> [DATA FOR ANALYSIS]:
* * * *

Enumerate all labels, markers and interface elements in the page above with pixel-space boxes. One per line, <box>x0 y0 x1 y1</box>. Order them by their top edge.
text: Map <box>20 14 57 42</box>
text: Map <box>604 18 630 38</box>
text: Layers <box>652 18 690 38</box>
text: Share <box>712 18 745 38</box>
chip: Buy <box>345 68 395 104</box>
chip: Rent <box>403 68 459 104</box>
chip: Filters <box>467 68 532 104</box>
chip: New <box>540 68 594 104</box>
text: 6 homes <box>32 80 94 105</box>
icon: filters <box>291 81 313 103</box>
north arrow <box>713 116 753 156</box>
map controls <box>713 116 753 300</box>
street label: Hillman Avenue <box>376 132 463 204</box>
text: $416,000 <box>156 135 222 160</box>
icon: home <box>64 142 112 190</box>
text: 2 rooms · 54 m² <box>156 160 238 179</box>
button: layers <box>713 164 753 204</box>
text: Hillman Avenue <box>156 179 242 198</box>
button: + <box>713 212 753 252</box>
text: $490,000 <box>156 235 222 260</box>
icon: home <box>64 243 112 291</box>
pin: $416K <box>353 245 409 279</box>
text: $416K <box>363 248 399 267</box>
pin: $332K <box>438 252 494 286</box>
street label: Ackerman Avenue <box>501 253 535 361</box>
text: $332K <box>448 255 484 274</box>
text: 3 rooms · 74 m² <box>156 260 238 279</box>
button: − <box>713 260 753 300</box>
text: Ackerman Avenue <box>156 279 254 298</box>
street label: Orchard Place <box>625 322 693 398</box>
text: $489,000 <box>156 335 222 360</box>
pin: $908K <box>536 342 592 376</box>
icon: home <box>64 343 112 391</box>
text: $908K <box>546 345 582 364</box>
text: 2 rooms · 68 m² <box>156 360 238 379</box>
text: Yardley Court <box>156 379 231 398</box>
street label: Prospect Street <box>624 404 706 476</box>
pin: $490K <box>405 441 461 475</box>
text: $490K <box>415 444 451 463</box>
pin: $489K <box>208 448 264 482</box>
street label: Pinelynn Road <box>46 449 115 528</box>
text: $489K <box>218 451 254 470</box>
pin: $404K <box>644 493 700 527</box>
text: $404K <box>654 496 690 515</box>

* * * *

> [PROBLEM REQUIREMENTS]: What is wanted is the complete set of entries, returned verbatim.

> [RESPONSE AREA]:
Enumerate all labels, markers and interface elements in the page above with pixel-space boxes. One per line, <box>x0 y0 x1 y1</box>. Order them by their top edge.
text: Map <box>20 14 57 42</box>
text: Map <box>604 18 630 38</box>
text: Layers <box>652 18 690 38</box>
text: Share <box>712 18 745 38</box>
chip: Buy <box>345 68 395 104</box>
chip: Rent <box>403 68 459 104</box>
chip: Filters <box>467 68 532 104</box>
chip: New <box>540 68 594 104</box>
text: 6 homes <box>32 80 94 105</box>
icon: filters <box>291 81 313 103</box>
north arrow <box>713 116 753 156</box>
map controls <box>713 116 753 300</box>
street label: Hillman Avenue <box>376 132 463 204</box>
text: $416,000 <box>156 135 222 160</box>
icon: home <box>64 142 112 190</box>
text: 2 rooms · 54 m² <box>156 160 238 179</box>
button: layers <box>713 164 753 204</box>
text: Hillman Avenue <box>156 179 242 198</box>
button: + <box>713 212 753 252</box>
text: $490,000 <box>156 235 222 260</box>
icon: home <box>64 243 112 291</box>
pin: $416K <box>353 245 409 279</box>
text: $416K <box>363 248 399 267</box>
pin: $332K <box>438 252 494 286</box>
street label: Ackerman Avenue <box>501 253 535 361</box>
text: $332K <box>448 255 484 274</box>
text: 3 rooms · 74 m² <box>156 260 238 279</box>
button: − <box>713 260 753 300</box>
text: Ackerman Avenue <box>156 279 254 298</box>
street label: Orchard Place <box>625 322 693 398</box>
text: $489,000 <box>156 335 222 360</box>
pin: $908K <box>536 342 592 376</box>
icon: home <box>64 343 112 391</box>
text: $908K <box>546 345 582 364</box>
text: 2 rooms · 68 m² <box>156 360 238 379</box>
text: Yardley Court <box>156 379 231 398</box>
street label: Prospect Street <box>624 404 706 476</box>
pin: $490K <box>405 441 461 475</box>
text: $490K <box>415 444 451 463</box>
pin: $489K <box>208 448 264 482</box>
street label: Pinelynn Road <box>46 449 115 528</box>
text: $489K <box>218 451 254 470</box>
pin: $404K <box>644 493 700 527</box>
text: $404K <box>654 496 690 515</box>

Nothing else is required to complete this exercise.